A Fruitful Effort Is Happening Near Cincinnati's Food Deserts
A Cincinnati man is on a mission to plant 100 orchards in the next decade as a way to help feed people in food deserts. WVXU recently visited his first one in West Price Hill.
It's easy to drive by the intersection of Glenway and Schiff avenues and not realize this green space is actually a "food forest" that is helping feed people who live in the neighborhood. Chris Smyth started the Common Orchard Project in 2017.
Smyth, a permaculturist who seeks a balance between plants, animals and humans, says the peach crop was great this year. There are also apple, cherry, pear, pecan and plum trees on this property, which once was home to two blighted buildings. Smyth explains he works with The Port and other organizations like Price Hill Will to identify where to plant the orchards.
"There's fruit trees. There's lawn. But there's also medicinals, berry bushes. We have echinacea, wormwood, passion flower, all other kinds of plants that serve a function inside the system, to either protect the fruit from pests and insects or cycle nutrients and keep the trees healthy and alive" Smyth says.

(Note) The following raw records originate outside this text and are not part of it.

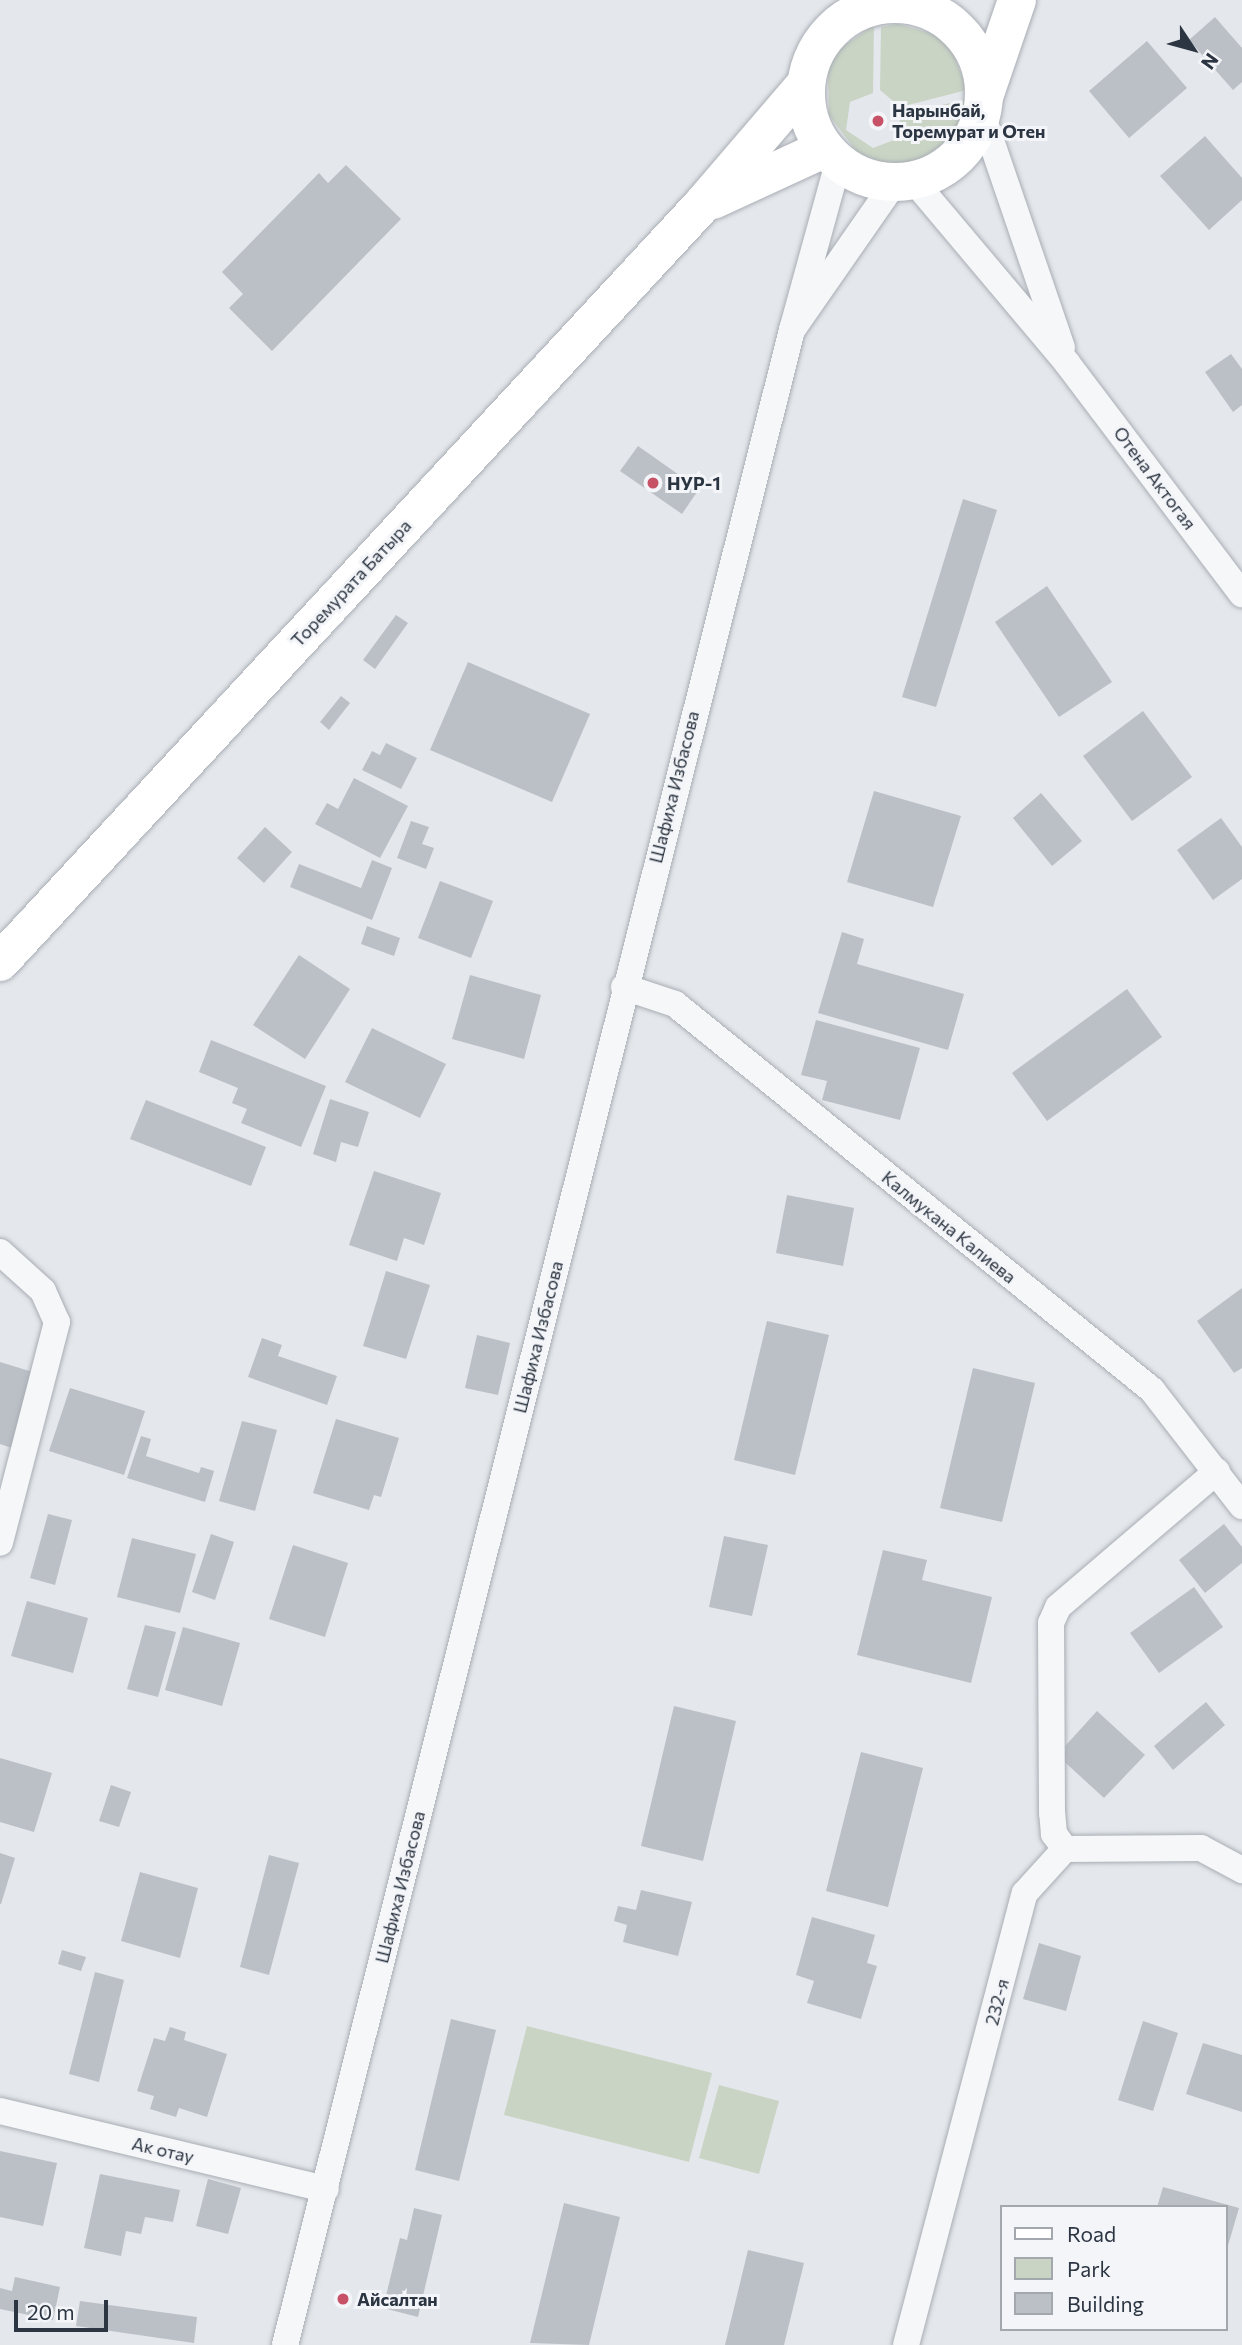 <!DOCTYPE html>
<meta charset="utf-8">
<style>
body{margin:0}
#map{position:relative;width:1242px;height:2345px;overflow:hidden;background:#e4e7eb;font-family:Commissioner,sans-serif}
div>[style]{position:absolute}
[style*='--x']{left:calc(var(--x)*1px);top:calc(var(--y)*1px);width:calc(var(--w)*1px);rotate:calc(var(--a)*1deg)}
.green>*{inset:0;background:#cad4c5}
.building>*{inset:0;background:#bbc0c7}
.roads{filter:drop-shadow(0 0 2px #a9aeb5) drop-shadow(0 0 2px #a9aeb5)}
.street>*{height:26px;margin:-13px;padding:0 13px;transform-origin:13px;border-radius:13px;background:#f6f7f9}
.secondary>*{height:38px;margin:-19px;padding:0 19px;transform-origin:19px;border-radius:19px;background:#fff}
.secondary>.ring{margin:-19px;padding:0;box-sizing:content-box;background:none;border:38px solid #fff;border-radius:50%}
.dots>*{width:19px;height:19px;translate:-50% -50%;box-sizing:border-box;border:4px solid #f3f5f8;border-radius:50%}
span{translate:-50% -50%;white-space:nowrap;text-align:center;line-height:1.15;-webkit-text-stroke:6px #f3f5f8;paint-order:stroke}
.poi-label{font-size:18px;color:#2c3542;font-weight:700}
.left{translate:0 -50%;text-align:left}
.street-label{font-size:18px;color:#2c3542}
.legend{position:absolute;left:1000px;top:2205px;width:228px;height:126px;box-sizing:border-box;background:#f3f5f8;border:2px solid #a3a8af;margin:0;padding:9px 12px;list-style:none;font-size:21px;color:#2c3542}
.legend li{display:flex;align-items:center;gap:14px;height:35px}
.legend b{width:35px;border:2px solid #a3a8af}
.north{position:absolute;left:1158px;top:14px;width:70px;height:70px;-webkit-text-stroke:5px #f3f5f8;paint-order:stroke;rotate:126deg;font-size:19px;font-weight:700;line-height:28px;text-align:center;color:#2c3542}
.north::after{content:'';display:block;margin:auto;width:24px;height:32px;background:#2c3542;clip-path:polygon(50% 0,100% 100%,50% 72%,0 100%)}
.scale{position:absolute;left:14px;top:2300px;width:94px;height:32px;box-sizing:border-box;border:4px solid #2c3542;border-top:0;padding-left:9px;font-size:21px;line-height:24px;white-space:nowrap;color:#2c3542;-webkit-text-stroke:5px #f3f5f8;paint-order:stroke}
</style>
<div id="map">
<div class="green">
<i style="clip-path:polygon(898px 24px,938px 35px,953px 52px,967px 90px,900px 107px,880px 90px,881px 27px)"></i>
<i style="clip-path:polygon(874px 25px,873px 93px,850px 102px,846px 130px,873px 148px,899px 138px,900px 115px,967px 99px,961px 125px,946px 144px,925px 158px,901px 164px,878px 161px,857px 152px,829px 115px,828px 69px,839px 49px)"></i>
<i style="clip-path:polygon(527px 2026px,712px 2073px,689px 2162px,504px 2115px)"></i>
<i style="clip-path:polygon(719px 2085px,779px 2101px,759px 2174px,699px 2158px)"></i>
</div>
<div class="building">
<i style="clip-path:polygon(1215px 17px,1242px 48px,1242px 82px,1233px 90px,1189px 40px)"></i>
<i style="clip-path:polygon(1147px 41px,1187px 88px,1129px 138px,1089px 91px)"></i>
<i style="clip-path:polygon(1205px 136px,1242px 178px,1242px 200px,1209px 230px,1160px 176px)"></i>
<i style="clip-path:polygon(346px 165px,401px 219px,272px 351px,229px 308px,243px 294px,222px 272px,319px 173px,328px 183px)"></i>
<i style="clip-path:polygon(1231px 354px,1242px 369px,1242px 405px,1233px 412px,1205px 372px)"></i>
<i style="clip-path:polygon(638px 446px,699px 489px,682px 514px,620px 471px)"></i>
<i style="clip-path:polygon(963px 499px,997px 510px,936px 707px,902px 697px)"></i>
<i style="clip-path:polygon(1047px 586px,1112px 682px,1059px 717px,995px 622px)"></i>
<i style="clip-path:polygon(396px 615px,408px 623px,375px 669px,363px 660px)"></i>
<i style="clip-path:polygon(468px 662px,590px 714px,552px 802px,430px 750px)"></i>
<i style="clip-path:polygon(341px 696px,350px 703px,329px 730px,320px 722px)"></i>
<i style="clip-path:polygon(1143px 711px,1192px 777px,1132px 821px,1083px 756px)"></i>
<i style="clip-path:polygon(386px 743px,417px 758px,401px 789px,362px 770px,372px 751px,380px 755px)"></i>
<i style="clip-path:polygon(354px 778px,408px 806px,380px 858px,315px 824px,327px 803px,338px 809px)"></i>
<i style="clip-path:polygon(874px 791px,961px 816px,933px 907px,847px 882px)"></i>
<i style="clip-path:polygon(1041px 793px,1082px 841px,1052px 866px,1013px 818px)"></i>
<i style="clip-path:polygon(1221px 818px,1242px 847px,1242px 879px,1213px 900px,1177px 850px)"></i>
<i style="clip-path:polygon(411px 821px,429px 827px,422px 844px,434px 848px,426px 869px,397px 858px)"></i>
<i style="clip-path:polygon(265px 827px,292px 852px,264px 883px,237px 858px)"></i>
<i style="clip-path:polygon(372px 860px,392px 868px,372px 920px,290px 887px,299px 864px,361px 888px)"></i>
<i style="clip-path:polygon(440px 881px,493px 901px,471px 958px,418px 938px)"></i>
<i style="clip-path:polygon(367px 926px,400px 938px,394px 956px,361px 944px)"></i>
<i style="clip-path:polygon(842px 932px,864px 939px,857px 964px,964px 994px,948px 1050px,818px 1013px)"></i>
<i style="clip-path:polygon(299px 955px,350px 989px,305px 1059px,253px 1025px)"></i>
<i style="clip-path:polygon(470px 975px,541px 995px,524px 1059px,452px 1039px)"></i>
<i style="clip-path:polygon(1127px 989px,1162px 1037px,1047px 1121px,1012px 1073px)"></i>
<i style="clip-path:polygon(816px 1020px,920px 1048px,900px 1120px,822px 1100px,827px 1081px,801px 1075px)"></i>
<i style="clip-path:polygon(372px 1028px,446px 1064px,420px 1118px,345px 1082px)"></i>
<i style="clip-path:polygon(211px 1040px,326px 1086px,301px 1147px,241px 1123px,247px 1109px,232px 1103px,238px 1088px,199px 1072px)"></i>
<i style="clip-path:polygon(330px 1099px,369px 1112px,358px 1147px,341px 1142px,336px 1162px,313px 1154px)"></i>
<i style="clip-path:polygon(146px 1100px,266px 1147px,251px 1186px,130px 1139px)"></i>
<i style="clip-path:polygon(374px 1171px,441px 1193px,424px 1245px,404px 1238px,397px 1261px,349px 1245px)"></i>
<i style="clip-path:polygon(787px 1195px,854px 1208px,843px 1266px,776px 1253px)"></i>
<i style="clip-path:polygon(386px 1271px,430px 1285px,406px 1359px,363px 1346px)"></i>
<i style="clip-path:polygon(1242px 1288px,1242px 1368px,1234px 1373px,1197px 1321px)"></i>
<i style="clip-path:polygon(767px 1321px,829px 1335px,795px 1475px,734px 1460px)"></i>
<i style="clip-path:polygon(477px 1335px,510px 1343px,498px 1395px,465px 1388px)"></i>
<i style="clip-path:polygon(262px 1338px,282px 1345px,278px 1356px,337px 1376px,327px 1405px,248px 1377px)"></i>
<i style="clip-path:polygon(0 1362px,36px 1373px,12px 1448px,0 1444px)"></i>
<i style="clip-path:polygon(973px 1368px,1035px 1383px,1002px 1522px,940px 1508px)"></i>
<i style="clip-path:polygon(70px 1388px,145px 1411px,124px 1475px,49px 1451px)"></i>
<i style="clip-path:polygon(336px 1419px,399px 1438px,381px 1497px,374px 1495px,369px 1510px,313px 1493px)"></i>
<i style="clip-path:polygon(242px 1421px,277px 1430px,255px 1511px,219px 1501px)"></i>
<i style="clip-path:polygon(141px 1436px,151px 1439px,146px 1456px,199px 1473px,201px 1467px,214px 1471px,205px 1502px,127px 1478px)"></i>
<i style="clip-path:polygon(48px 1514px,72px 1520px,55px 1585px,30px 1578px)"></i>
<i style="clip-path:polygon(1224px 1524px,1242px 1547px,1242px 1563px,1205px 1593px,1179px 1560px)"></i>
<i style="clip-path:polygon(211px 1534px,234px 1542px,215px 1600px,192px 1592px)"></i>
<i style="clip-path:polygon(724px 1536px,768px 1545px,752px 1616px,709px 1607px)"></i>
<i style="clip-path:polygon(132px 1538px,196px 1554px,180px 1613px,117px 1597px)"></i>
<i style="clip-path:polygon(293px 1545px,348px 1563px,325px 1637px,269px 1619px)"></i>
<i style="clip-path:polygon(883px 1550px,927px 1560px,922px 1580px,992px 1597px,971px 1683px,857px 1655px)"></i>
<i style="clip-path:polygon(1194px 1587px,1223px 1627px,1159px 1673px,1130px 1633px)"></i>
<i style="clip-path:polygon(27px 1601px,88px 1618px,73px 1673px,11px 1656px)"></i>
<i style="clip-path:polygon(145px 1625px,176px 1632px,158px 1697px,127px 1689px)"></i>
<i style="clip-path:polygon(183px 1627px,240px 1643px,222px 1706px,165px 1690px)"></i>
<i style="clip-path:polygon(1206px 1702px,1225px 1725px,1173px 1770px,1154px 1746px)"></i>
<i style="clip-path:polygon(674px 1706px,736px 1721px,703px 1861px,641px 1846px)"></i>
<i style="clip-path:polygon(1097px 1711px,1145px 1755px,1104px 1798px,1057px 1755px)"></i>
<i style="clip-path:polygon(861px 1752px,923px 1768px,888px 1907px,826px 1891px)"></i>
<i style="clip-path:polygon(0 1758px,52px 1773px,34px 1832px,0 1822px)"></i>
<i style="clip-path:polygon(111px 1785px,131px 1792px,119px 1827px,99px 1821px)"></i>
<i style="clip-path:polygon(0 1853px,15px 1858px,1px 1904px,0 1904px)"></i>
<i style="clip-path:polygon(269px 1855px,299px 1863px,269px 1975px,240px 1967px)"></i>
<i style="clip-path:polygon(140px 1872px,198px 1888px,180px 1958px,121px 1941px)"></i>
<i style="clip-path:polygon(641px 1890px,692px 1902px,678px 1956px,623px 1942px,627px 1925px,614px 1921px,618px 1906px,636px 1910px)"></i>
<i style="clip-path:polygon(812px 1917px,875px 1935px,867px 1963px,877px 1966px,861px 2019px,807px 2003px,814px 1981px,796px 1975px)"></i>
<i style="clip-path:polygon(1039px 1943px,1081px 1956px,1066px 2011px,1023px 1999px)"></i>
<i style="clip-path:polygon(62px 1950px,86px 1957px,81px 1971px,58px 1964px)"></i>
<i style="clip-path:polygon(95px 1972px,124px 1980px,99px 2082px,69px 2074px)"></i>
<i style="clip-path:polygon(451px 2019px,496px 2030px,459px 2181px,415px 2170px)"></i>
<i style="clip-path:polygon(1143px 2021px,1178px 2033px,1153px 2111px,1118px 2100px)"></i>
<i style="clip-path:polygon(170px 2027px,186px 2032px,184px 2040px,227px 2054px,207px 2117px,179px 2108px,176px 2117px,150px 2109px,154px 2096px,137px 2091px,154px 2038px,165px 2041px)"></i>
<i style="clip-path:polygon(1203px 2043px,1242px 2055px,1242px 2112px,1186px 2094px)"></i>
<i style="clip-path:polygon(0 2151px,57px 2163px,43px 2226px,0 2217px)"></i>
<i style="clip-path:polygon(100px 2174px,180px 2190px,173px 2222px,145px 2217px,141px 2234px,126px 2231px,121px 2256px,84px 2248px)"></i>
<i style="clip-path:polygon(208px 2179px,241px 2188px,228px 2234px,196px 2226px)"></i>
<i style="clip-path:polygon(1163px 2187px,1239px 2208px,1227px 2249px,1226px 2207px,1157px 2207px)"></i>
<i style="clip-path:polygon(564px 2203px,620px 2217px,589px 2345px,530px 2343px)"></i>
<i style="clip-path:polygon(414px 2208px,442px 2215px,418px 2317px,383px 2308px,400px 2238px,407px 2240px)"></i>
<i style="clip-path:polygon(748px 2250px,804px 2263px,784px 2345px,725px 2345px)"></i>
<i style="clip-path:polygon(15px 2277px,60px 2287px,53px 2320px,0 2309px,0 2288px,12px 2291px)"></i>
<i style="clip-path:polygon(80px 2301px,197px 2317px,194px 2343px,76px 2326px)"></i>
</div>
<div class="roads">
<div class="street">
<i style="--x:982;--y:114;--w:247;--a:71.1"></i>
<i style="--x:838;--y:163;--w:173;--a:105.4"></i>
<i style="--x:792;--y:330;--w:179;--a:-55.2"></i>
<i style="--x:914;--y:181;--w:238;--a:49.9"></i>
<i style="--x:1067;--y:363;--w:290;--a:52.9"></i>
<i style="--x:624;--y:987;--w:54;--a:18.4"></i>
<i style="--x:675;--y:1004;--w:614;--a:38.98"></i>
<i style="--x:1152;--y:1390;--w:147;--a:52.2"></i>
<i style="--x:0;--y:1252;--w:58;--a:42.2"></i>
<i style="--x:43;--y:1291;--w:34;--a:66"></i>
<i style="--x:57;--y:1322;--w:228;--a:104.5"></i>
<i style="--x:1065;--y:1849;--w:19;--a:-126"></i>
<i style="--x:1054;--y:1834;--w:21;--a:-95"></i>
<i style="--x:1052;--y:1813;--w:190;--a:-90.3"></i>
<i style="--x:1051;--y:1623;--w:17;--a:-66"></i>
<i style="--x:1058;--y:1607;--w:209;--a:-40.5"></i>
<i style="--x:0;--y:2111;--w:335;--a:13.5"></i>
<i style="--x:285;--y:2345;--w:2078;--a:-75.88"></i>
<i style="--x:906;--y:2345;--w:467;--a:-75.3"></i>
<i style="--x:1025;--y:1893;--w:59;--a:-47.7"></i>
<i style="--x:1065;--y:1849;--w:136;--a:-0.4"></i>
<i style="--x:1201;--y:1848;--w:47;--a:28.2"></i>
</div>
<div class="secondary">
<i class="ring" style="left:806px;top:4px;width:140px;height:140px"></i>
<i style="--x:985;--y:94;--w:99;--a:-71.2"></i>
<i style="--x:713;--y:200;--w:122;--a:-24.7"></i>
<i style="--x:0;--y:962;--w:1032;--a:-47.16"></i>
<i style="--x:702;--y:205;--w:158;--a:-49.4"></i>
</div>
</div>
<div class="dots">
<i style="left:878px;top:121px;background:#c75268"></i>
<i style="left:653px;top:483px;background:#c75268"></i>
<i style="left:343px;top:2299px;background:#c75268"></i>
</div>
<div class="poi-label">
<span class="left" style="left:892px;top:121px">Нарынбай,<br>Торемурат и Отен</span>
<span class="left" style="left:667px;top:483px">НУР-1</span>
<span class="left" style="left:357px;top:2299px">Айсалтан</span>
</div>
<div class="street-label">
<span style="left:1155px;top:478px;rotate:53deg">Отена Актогая</span>
<span style="left:351px;top:583px;rotate:-47deg">Торемурата Батыра</span>
<span style="left:674px;top:787px;rotate:-76deg">Шафиха Избасова</span>
<span style="left:949px;top:1227px;rotate:39deg">Калмукана Калиева</span>
<span style="left:538px;top:1337px;rotate:-76deg">Шафиха Избасова</span>
<span style="left:400px;top:1887px;rotate:-76deg">Шафиха Избасова</span>
<span style="left:997px;top:2002px;rotate:-76deg">232-я</span>
<span style="left:163px;top:2150px;rotate:13deg">Ак отау</span>
</div>
<ul class="legend">
<li><b style="height:9px;background:#fff"></b>Road</li>
<li><b style="height:19px;background:#cad4c5"></b>Park</li>
<li><b style="height:19px;background:#bbc0c7"></b>Building</li>
</ul>
<div class="north">N</div>
<div class="scale">20 m</div>
</div>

The 10 orchards he has planted in Cincinnati go up the Mill Creek to Northside. Smyth sees Common Orchards as a way to bridge the gap between vacant property and eventual development.
There are a few things he still wants to work out, like a broken peach tree branch when somebody climbed up to reach the fruit. He says he has some idea about helping residents get it down.
Smyth hopes to spread his idea around Ohio. He travels to Cleveland this fall to teach a non-profit about the concept.